Negociação de Doces decepciona; Ração Balanceada tem pequeno avanço

A primeira rodada de negociação do setor de Doces e Conservas Alimentícias decepcionou. O encontro aconteceu quarta-feira, 14 de maio, em São Paulo. 

E o Sindicato da Indústria de Doces e Conservas Alimentícias do Estado de São Paulo, que representa os patrões, apresentou uma proposta que está aquém da esperada pelos trabalhadores: 4,0% linear, ou seja, com aplicação em todos os itens econômicos.

A proposta revoltou a bancada profissional, que fala em nome dos trabalhadores, uma vez que a pauta entregue já falava em reposição integral da inflação e aumento real. É importante lembrar que o Índice Nacional de Preços ao Consumidor (INPC), que mede a inflação em famílias de menor renda e é utilizado como base nas negociações, subiu 0,48% em abril, acumulando e 5,32% em 12 meses, segundo o IBGE.

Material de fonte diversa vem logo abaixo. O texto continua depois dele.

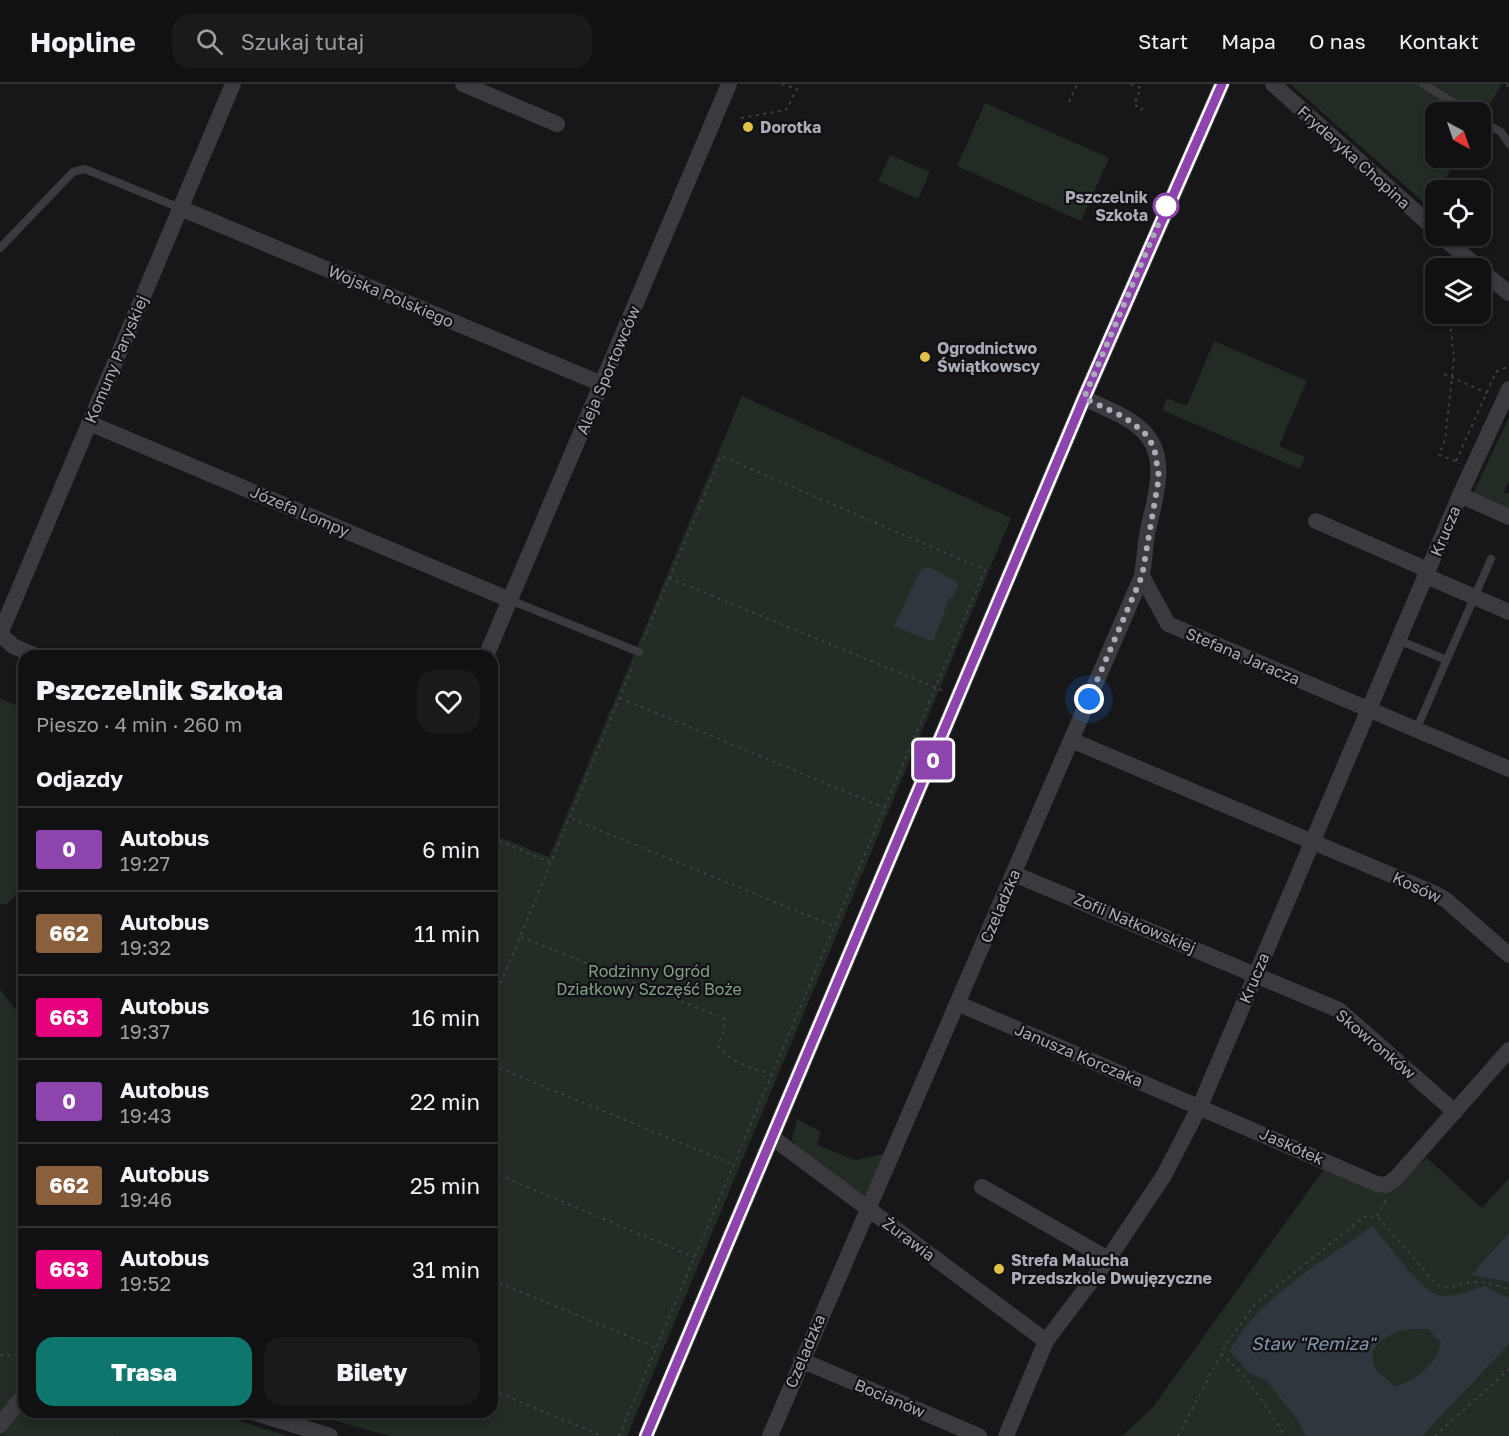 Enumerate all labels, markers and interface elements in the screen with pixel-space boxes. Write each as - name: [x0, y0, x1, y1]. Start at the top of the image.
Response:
- search box: [172, 14, 592, 68]
- text: Hopline: [30, 25, 136, 58]
- icon: search: [193, 25, 226, 58]
- text: Szukaj tutaj: [241, 28, 364, 55]
- text: Start: [1138, 28, 1188, 54]
- text: Mapa: [1221, 28, 1276, 54]
- text: O nas: [1309, 28, 1366, 54]
- text: Kontakt: [1399, 28, 1479, 54]
- street label: Fryderyka Chopina: [1293, 101, 1415, 213]
- north arrow: [1425, 102, 1491, 168]
- map controls: [1425, 102, 1491, 324]
- place label: Dorotka: [760, 117, 821, 137]
- marker: Dorotka: [741, 120, 755, 134]
- button: locate: [1425, 180, 1491, 246]
- place label: Pszczelnik Szkoła: [1065, 187, 1149, 225]
- marker: Pszczelnik Szkoła: [1153, 193, 1179, 219]
- button: layers: [1425, 258, 1491, 324]
- street label: Wojska Polskiego: [325, 261, 457, 331]
- street label: Komuny Paryskiej: [80, 292, 152, 426]
- street label: Aleja Sportowców: [572, 303, 644, 437]
- place label: Ogrodnictwo Świątkowscy: [937, 338, 1040, 376]
- marker: Ogrodnictwo Świątkowscy: [918, 350, 932, 364]
- street label: Józefa Lompy: [248, 481, 353, 541]
- street label: Krucza: [1425, 503, 1465, 559]
- street label: Stefana Jaracza: [1183, 623, 1303, 689]
- button: heart: [417, 670, 480, 733]
- text: Pszczelnik Szkoła: [36, 673, 283, 706]
- your location: [1074, 684, 1104, 714]
- text: Pieszo · 4 min · 260 m: [36, 712, 242, 736]
- line badge: 0: [914, 740, 952, 780]
- text: 0: [926, 747, 940, 773]
- text: Odjazdy: [36, 765, 123, 792]
- text: Autobus: [120, 824, 209, 851]
- text: 0: [62, 836, 76, 862]
- text: 6 min: [422, 836, 480, 863]
- text: 19:27: [120, 851, 170, 875]
- street label: Czeladzka: [976, 866, 1024, 946]
- street label: Kosów: [1390, 867, 1444, 907]
- street label: Zofii Nałkowskiej: [1071, 888, 1199, 958]
- text: Autobus: [120, 908, 209, 935]
- text: 662: [49, 920, 89, 946]
- text: 11 min: [414, 920, 480, 947]
- text: 19:32: [120, 935, 171, 959]
- street label: Krucza: [1234, 950, 1274, 1006]
- park label: Rodzinny Ogród Działkowy Szczęść Boże: [556, 961, 742, 999]
- text: Autobus: [120, 992, 209, 1019]
- text: 663: [49, 1004, 89, 1030]
- text: 16 min: [412, 1004, 480, 1031]
- street label: Skowronków: [1332, 1005, 1420, 1083]
- text: 19:37: [120, 1019, 170, 1043]
- street label: Janusza Korczaka: [1012, 1019, 1146, 1091]
- text: Autobus: [120, 1076, 209, 1103]
- text: 0: [62, 1088, 76, 1114]
- text: 22 min: [410, 1088, 480, 1115]
- text: 19:43: [120, 1103, 172, 1127]
- street label: Jaskółek: [1257, 1123, 1327, 1169]
- text: Autobus: [120, 1160, 209, 1187]
- text: 662: [49, 1172, 89, 1198]
- text: 25 min: [410, 1172, 480, 1199]
- text: 19:46: [120, 1187, 172, 1211]
- street label: Żurawia: [879, 1213, 939, 1265]
- text: Autobus: [120, 1244, 209, 1271]
- place label: Strefa Malucha Przedszkole Dwujęzyczne: [1011, 1250, 1212, 1288]
- text: 663: [49, 1256, 89, 1282]
- text: 31 min: [412, 1256, 480, 1283]
- marker: Strefa Malucha Przedszkole Dwujęzyczne: [992, 1262, 1006, 1276]
- text: 19:52: [120, 1271, 171, 1295]
- street label: Czeladzka: [781, 1311, 829, 1391]
- water label: Staw "Remiza": [1251, 1332, 1378, 1354]
- button: Trasa: [36, 1337, 252, 1406]
- button: Bilety: [264, 1337, 480, 1406]
- street label: Bocianów: [852, 1374, 928, 1422]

O que foi apresentado já foi recusado e uma nova rodada de negociação ficou agendada para 27 de maio, às 10 horas, na FIESP, em São Paulo.

RAÇÃO BALANCEADA - PEQUENOS PASSOS

E segue para a terceira rodada, a negociação do setor de Ração Balanceada. O segundo encontro entre a bancada patronal e profissional não terminou com acordo e uma nova reunião deve ser agendada depois do dia 23 de maio, após contato dos patrões.

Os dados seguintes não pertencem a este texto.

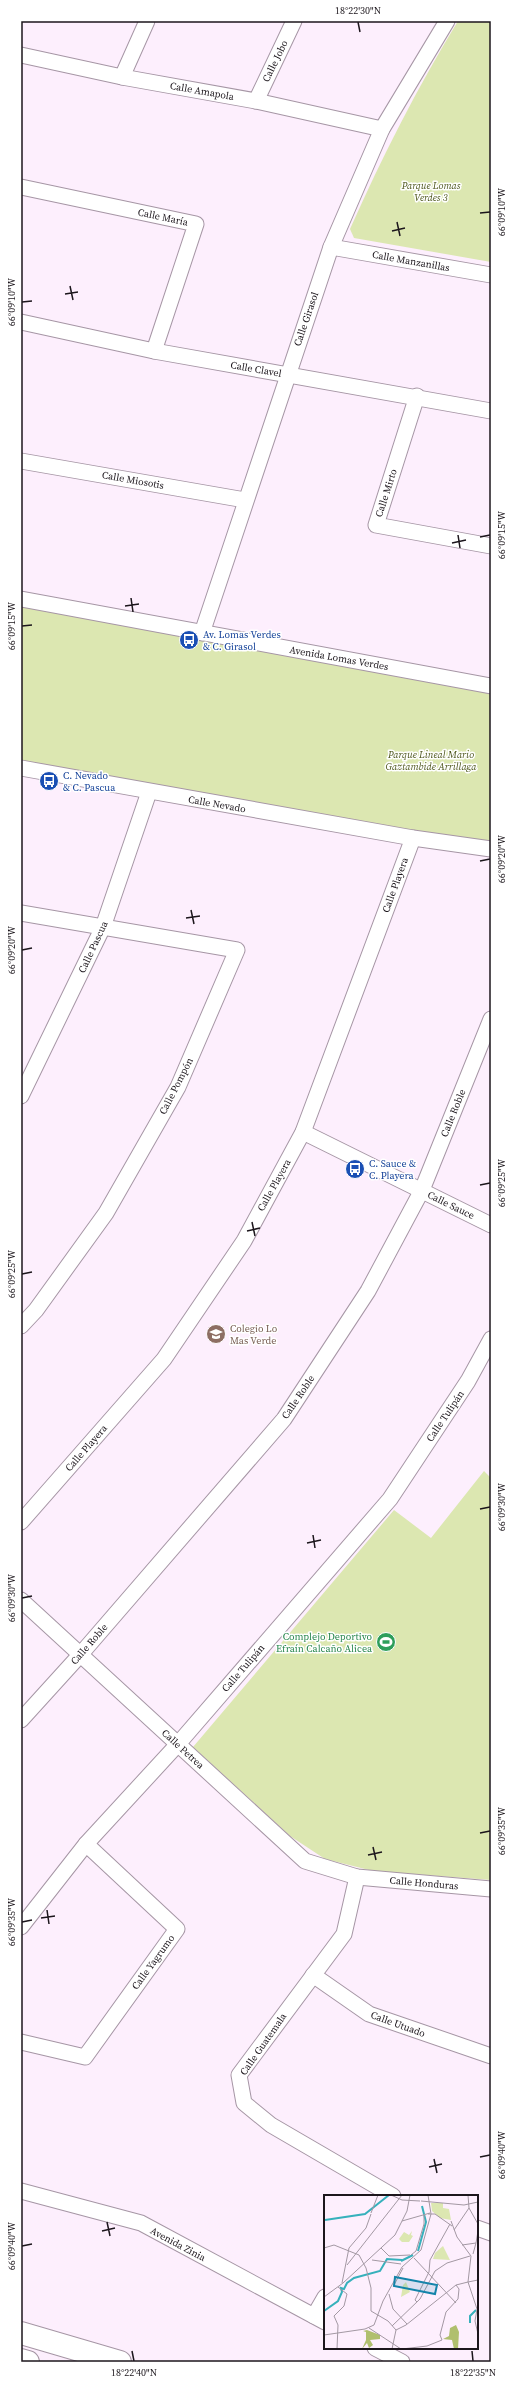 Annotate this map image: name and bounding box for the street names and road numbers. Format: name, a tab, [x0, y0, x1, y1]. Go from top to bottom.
street label: Calle Jobo	[259, 37, 291, 84]
street label: Calle Amapola	[169, 79, 236, 103]
street label: Calle María	[137, 205, 190, 229]
street label: Calle Manzanillas	[371, 248, 451, 274]
street label: Calle Girasol	[291, 290, 321, 348]
street label: Calle Clavel	[229, 358, 283, 380]
street label: Calle Mirto	[372, 467, 400, 519]
street label: Calle Miosotis	[101, 468, 165, 492]
street label: Avenida Lomas Verdes	[288, 643, 390, 673]
street label: Calle Nevado	[187, 793, 247, 816]
street label: Calle Playera	[379, 855, 411, 914]
street label: Calle Pascua	[75, 918, 111, 975]
street label: Calle Pompón	[156, 1055, 196, 1117]
street label: Calle Roble	[438, 1087, 468, 1139]
street label: Calle Playera	[254, 1156, 294, 1213]
street label: Calle Sauce	[425, 1188, 477, 1222]
street label: Calle Roble	[279, 1372, 317, 1422]
street label: Calle Tulipán	[423, 1388, 467, 1444]
street label: Calle Playera	[62, 1421, 110, 1474]
street label: Calle Roble	[68, 1621, 110, 1667]
street label: Calle Tulipán	[219, 1641, 267, 1695]
street label: Calle Petrea	[159, 1726, 208, 1772]
street label: Calle Honduras	[389, 1874, 459, 1892]
street label: Calle Yagrumo	[129, 1932, 178, 1992]
street label: Calle Utuado	[369, 2008, 428, 2040]
street label: Calle Guatemala	[237, 2010, 290, 2078]
street label: Avenida Zinia	[148, 2224, 209, 2264]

Depois de algumas discussões, o patronal apresentou a seguinte proposta:

  • reajuste de 5,32% com teto de R$ 12.997,21; para quem recebe acima, aplicação de valor fixo de R$ 691,45;
  • piso salarial de R$ 2.144,19;
  • cesta básica de R$ 340,00;
  • vale-refeição de R$ 38,42.

Essa primeira opção não foi aceita e os representantes dos trabalhadores fizeram uma contraproposta:

  • reajuste de 7,5% com teto de R$ 16.314,82;
  • piso salarial de R$ 2.250,00;
  • cesta básica de R$ 380,00;
  • vale-refeição de R$ 42,00;
  • fim da jornada 6x1;
  • redução da jornada para 40 horas semanais e sem alteração de salário.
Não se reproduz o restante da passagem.